Best practice for nested Python module imports with * [duplicate] - python

I have a file, myfile.py, which imports Class1 from file.py and file.py contains imports to different classes in file2.py, file3.py, file4.py.
In my myfile.py, can I access these classes or do I need to again import file2.py, file3.py, etc.?
Does Python automatically add all the imports included in the file I imported, and can I use them automatically?

Best practice is to import every module that defines identifiers you need, and use those identifiers as qualified by the module's name; I recommend using from only when what you're importing is a module from within a package. The question has often been discussed on SO.
Importing a module, say moda, from many modules (say modb, modc, modd, ...) that need one or more of the identifiers moda defines, does not slow you down: moda's bytecode is loaded (and possibly build from its sources, if needed) only once, the first time moda is imported anywhere, then all other imports of the module use a fast path involving a cache (a dict mapping module names to module objects that is accessible as sys.modules in case of need... if you first import sys, of course!-).

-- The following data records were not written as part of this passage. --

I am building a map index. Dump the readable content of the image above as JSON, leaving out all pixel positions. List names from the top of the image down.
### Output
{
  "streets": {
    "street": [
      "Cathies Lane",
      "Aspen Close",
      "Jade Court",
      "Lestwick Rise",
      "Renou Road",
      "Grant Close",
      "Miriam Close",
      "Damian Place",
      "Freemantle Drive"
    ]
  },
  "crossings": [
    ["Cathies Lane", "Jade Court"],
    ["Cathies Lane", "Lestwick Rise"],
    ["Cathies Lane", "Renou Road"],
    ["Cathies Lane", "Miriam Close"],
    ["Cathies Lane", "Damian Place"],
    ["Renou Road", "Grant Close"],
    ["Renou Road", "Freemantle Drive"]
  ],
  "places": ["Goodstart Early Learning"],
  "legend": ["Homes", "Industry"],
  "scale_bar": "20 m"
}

Python doesn't automatically introduce anything into the namespace of myfile.py, but you can access everything that is in the namespaces of all the other modules.
That is to say, if in file1.py you did from file2 import SomeClass and in myfile.py you did import file1, then you can access it within myfile as file1.SomeClass. If in file1.py you did import file2 and in myfile.py you did import file1, then you can access the class from within myfile as file1.file2.SomeClass. (These aren't generally the best ways to do it, especially not the second example.)
This is easily tested.

In the myfile module, you can either do from file import ClassFromFile2 or from file2 import ClassFromFile2 to access ClassFromFile2, assuming that the class is also imported in file.
This technique is often used to simplify the API a bit. For example, a db.py module might import various things from the modules mysqldb, sqlalchemy and some other helpers. Than, everything can be accessed via the db module.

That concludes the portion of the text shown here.